### Prompt
From the entries that follow, report every line in which "evenodd" occurs.

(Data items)
========

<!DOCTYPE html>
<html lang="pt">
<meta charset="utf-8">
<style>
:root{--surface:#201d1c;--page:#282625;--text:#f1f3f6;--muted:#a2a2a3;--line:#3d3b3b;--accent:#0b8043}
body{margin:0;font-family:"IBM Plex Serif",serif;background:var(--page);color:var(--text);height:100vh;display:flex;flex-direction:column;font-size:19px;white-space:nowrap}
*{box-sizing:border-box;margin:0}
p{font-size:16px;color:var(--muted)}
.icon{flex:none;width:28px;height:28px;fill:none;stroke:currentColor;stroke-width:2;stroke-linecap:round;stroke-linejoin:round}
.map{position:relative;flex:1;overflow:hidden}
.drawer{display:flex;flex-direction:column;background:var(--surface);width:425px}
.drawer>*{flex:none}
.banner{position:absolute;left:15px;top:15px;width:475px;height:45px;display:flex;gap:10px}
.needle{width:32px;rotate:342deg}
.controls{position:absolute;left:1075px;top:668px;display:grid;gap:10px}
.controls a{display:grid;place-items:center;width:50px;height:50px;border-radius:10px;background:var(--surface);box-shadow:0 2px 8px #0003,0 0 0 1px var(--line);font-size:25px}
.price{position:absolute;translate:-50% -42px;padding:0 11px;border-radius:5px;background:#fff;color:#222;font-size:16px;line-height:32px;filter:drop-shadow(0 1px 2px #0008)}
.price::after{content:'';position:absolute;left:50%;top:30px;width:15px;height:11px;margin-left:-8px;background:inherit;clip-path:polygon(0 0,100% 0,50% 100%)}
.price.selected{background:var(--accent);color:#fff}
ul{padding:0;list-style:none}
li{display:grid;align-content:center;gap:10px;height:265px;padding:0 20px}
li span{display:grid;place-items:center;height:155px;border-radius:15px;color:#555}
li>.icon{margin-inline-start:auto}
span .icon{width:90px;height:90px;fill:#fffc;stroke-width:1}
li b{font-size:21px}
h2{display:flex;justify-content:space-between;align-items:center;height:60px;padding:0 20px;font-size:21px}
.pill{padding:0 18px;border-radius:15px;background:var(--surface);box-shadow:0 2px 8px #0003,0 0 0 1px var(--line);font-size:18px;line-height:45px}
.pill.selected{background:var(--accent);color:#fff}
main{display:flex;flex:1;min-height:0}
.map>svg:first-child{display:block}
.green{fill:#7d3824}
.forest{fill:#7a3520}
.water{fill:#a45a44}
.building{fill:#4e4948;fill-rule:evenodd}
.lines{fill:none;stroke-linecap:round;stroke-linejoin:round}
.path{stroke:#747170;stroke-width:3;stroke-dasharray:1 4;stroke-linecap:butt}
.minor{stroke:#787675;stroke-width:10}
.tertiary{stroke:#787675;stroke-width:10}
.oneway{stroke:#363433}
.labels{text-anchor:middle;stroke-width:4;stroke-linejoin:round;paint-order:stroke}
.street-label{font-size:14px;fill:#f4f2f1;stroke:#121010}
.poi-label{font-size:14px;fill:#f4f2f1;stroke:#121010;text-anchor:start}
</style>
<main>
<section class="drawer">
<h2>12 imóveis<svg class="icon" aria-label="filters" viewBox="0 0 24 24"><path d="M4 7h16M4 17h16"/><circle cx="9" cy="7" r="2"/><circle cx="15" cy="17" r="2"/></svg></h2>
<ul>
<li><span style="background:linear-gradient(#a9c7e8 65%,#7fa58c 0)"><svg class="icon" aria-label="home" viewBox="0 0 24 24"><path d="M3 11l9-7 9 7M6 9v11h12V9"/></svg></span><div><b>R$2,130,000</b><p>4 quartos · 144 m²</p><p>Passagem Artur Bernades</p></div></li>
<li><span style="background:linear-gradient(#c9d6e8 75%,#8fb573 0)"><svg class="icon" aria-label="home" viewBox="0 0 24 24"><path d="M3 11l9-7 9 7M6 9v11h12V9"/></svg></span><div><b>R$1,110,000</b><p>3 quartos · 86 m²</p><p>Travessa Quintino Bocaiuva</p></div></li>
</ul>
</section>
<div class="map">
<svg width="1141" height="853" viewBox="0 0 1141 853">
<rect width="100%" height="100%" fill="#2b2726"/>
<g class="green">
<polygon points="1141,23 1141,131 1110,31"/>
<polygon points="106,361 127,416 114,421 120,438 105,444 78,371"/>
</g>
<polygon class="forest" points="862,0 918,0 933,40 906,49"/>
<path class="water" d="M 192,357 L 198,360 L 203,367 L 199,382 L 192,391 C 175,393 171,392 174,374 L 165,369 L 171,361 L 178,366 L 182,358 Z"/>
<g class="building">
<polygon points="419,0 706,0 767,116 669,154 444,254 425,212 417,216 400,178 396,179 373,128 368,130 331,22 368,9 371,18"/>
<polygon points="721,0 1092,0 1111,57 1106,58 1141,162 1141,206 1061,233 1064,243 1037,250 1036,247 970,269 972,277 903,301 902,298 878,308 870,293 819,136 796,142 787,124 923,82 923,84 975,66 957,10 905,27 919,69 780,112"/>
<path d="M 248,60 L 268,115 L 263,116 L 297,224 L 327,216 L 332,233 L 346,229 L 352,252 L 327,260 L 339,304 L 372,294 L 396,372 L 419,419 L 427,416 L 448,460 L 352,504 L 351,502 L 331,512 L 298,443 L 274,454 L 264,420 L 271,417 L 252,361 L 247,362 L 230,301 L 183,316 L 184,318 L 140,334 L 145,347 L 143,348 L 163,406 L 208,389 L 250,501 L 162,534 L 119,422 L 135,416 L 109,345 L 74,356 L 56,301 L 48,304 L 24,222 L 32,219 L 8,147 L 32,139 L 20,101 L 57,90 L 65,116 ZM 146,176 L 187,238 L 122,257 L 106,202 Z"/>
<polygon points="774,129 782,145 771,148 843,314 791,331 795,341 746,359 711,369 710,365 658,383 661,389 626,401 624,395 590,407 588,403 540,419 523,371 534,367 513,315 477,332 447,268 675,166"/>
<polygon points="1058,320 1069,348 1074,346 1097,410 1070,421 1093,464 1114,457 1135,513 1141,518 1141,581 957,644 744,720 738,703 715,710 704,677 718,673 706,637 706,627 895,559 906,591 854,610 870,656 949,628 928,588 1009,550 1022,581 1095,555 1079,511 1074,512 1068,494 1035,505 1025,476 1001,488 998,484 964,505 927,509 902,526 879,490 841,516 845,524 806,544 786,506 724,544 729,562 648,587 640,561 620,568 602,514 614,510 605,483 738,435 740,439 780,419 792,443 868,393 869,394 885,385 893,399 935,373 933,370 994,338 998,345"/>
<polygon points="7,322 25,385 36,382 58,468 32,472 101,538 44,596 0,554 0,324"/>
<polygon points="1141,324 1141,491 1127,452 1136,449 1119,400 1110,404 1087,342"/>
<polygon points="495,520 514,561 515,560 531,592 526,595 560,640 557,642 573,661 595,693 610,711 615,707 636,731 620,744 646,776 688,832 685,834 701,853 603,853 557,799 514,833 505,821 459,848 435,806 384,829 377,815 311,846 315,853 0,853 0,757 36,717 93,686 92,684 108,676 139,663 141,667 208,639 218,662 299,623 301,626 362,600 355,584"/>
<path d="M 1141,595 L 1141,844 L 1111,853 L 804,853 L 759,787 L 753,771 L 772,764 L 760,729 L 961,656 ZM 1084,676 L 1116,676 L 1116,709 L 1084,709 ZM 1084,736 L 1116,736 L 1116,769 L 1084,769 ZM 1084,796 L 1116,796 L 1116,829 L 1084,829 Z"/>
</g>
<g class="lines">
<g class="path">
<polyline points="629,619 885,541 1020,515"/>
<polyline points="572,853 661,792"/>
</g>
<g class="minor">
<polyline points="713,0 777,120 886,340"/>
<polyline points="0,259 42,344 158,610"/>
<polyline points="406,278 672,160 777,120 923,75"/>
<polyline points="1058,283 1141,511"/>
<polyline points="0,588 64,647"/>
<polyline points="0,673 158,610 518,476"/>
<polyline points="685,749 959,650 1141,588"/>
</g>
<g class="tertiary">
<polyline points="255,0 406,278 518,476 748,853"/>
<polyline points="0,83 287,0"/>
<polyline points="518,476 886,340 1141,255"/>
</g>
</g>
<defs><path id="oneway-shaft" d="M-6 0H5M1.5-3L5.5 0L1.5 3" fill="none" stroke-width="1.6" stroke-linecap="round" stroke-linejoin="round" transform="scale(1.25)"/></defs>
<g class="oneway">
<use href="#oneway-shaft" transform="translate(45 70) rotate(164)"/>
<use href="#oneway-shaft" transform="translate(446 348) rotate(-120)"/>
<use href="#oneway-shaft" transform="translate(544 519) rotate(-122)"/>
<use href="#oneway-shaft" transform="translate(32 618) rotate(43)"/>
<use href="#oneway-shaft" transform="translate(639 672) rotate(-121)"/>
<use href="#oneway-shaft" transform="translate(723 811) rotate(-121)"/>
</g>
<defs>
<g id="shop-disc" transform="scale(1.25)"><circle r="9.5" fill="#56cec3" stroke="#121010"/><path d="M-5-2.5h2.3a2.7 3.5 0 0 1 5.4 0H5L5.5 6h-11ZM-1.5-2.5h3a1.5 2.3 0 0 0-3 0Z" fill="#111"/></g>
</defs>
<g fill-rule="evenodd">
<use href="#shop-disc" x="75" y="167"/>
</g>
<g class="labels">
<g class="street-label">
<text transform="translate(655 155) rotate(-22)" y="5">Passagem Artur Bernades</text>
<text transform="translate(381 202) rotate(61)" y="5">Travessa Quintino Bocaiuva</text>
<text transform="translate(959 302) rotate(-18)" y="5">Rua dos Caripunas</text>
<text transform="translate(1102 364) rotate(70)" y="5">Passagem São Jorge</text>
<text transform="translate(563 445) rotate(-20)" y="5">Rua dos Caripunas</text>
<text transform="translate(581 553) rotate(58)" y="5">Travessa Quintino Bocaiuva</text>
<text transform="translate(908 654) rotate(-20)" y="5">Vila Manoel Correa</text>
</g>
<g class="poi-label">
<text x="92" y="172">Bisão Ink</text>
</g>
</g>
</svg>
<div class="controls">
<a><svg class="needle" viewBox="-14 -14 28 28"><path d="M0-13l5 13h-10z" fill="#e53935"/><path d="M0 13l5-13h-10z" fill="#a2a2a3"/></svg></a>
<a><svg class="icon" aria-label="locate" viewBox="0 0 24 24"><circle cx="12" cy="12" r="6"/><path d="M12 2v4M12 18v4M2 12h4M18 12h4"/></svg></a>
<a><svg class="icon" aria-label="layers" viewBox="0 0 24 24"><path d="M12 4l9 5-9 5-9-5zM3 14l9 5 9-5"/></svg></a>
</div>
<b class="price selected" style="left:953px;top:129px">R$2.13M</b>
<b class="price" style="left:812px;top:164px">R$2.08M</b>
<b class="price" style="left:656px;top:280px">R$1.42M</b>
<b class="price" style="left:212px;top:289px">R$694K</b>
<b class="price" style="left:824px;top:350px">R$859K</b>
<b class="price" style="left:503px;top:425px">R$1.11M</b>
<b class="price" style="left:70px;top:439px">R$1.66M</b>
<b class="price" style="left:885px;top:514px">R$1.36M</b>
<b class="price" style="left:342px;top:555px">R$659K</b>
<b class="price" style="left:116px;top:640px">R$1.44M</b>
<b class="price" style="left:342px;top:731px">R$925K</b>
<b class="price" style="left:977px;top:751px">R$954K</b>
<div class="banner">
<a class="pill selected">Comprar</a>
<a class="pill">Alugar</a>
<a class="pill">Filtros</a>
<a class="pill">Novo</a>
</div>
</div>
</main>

========

### Final answer
.building{fill:#4e4948;fill-rule:evenodd}
<g fill-rule="evenodd">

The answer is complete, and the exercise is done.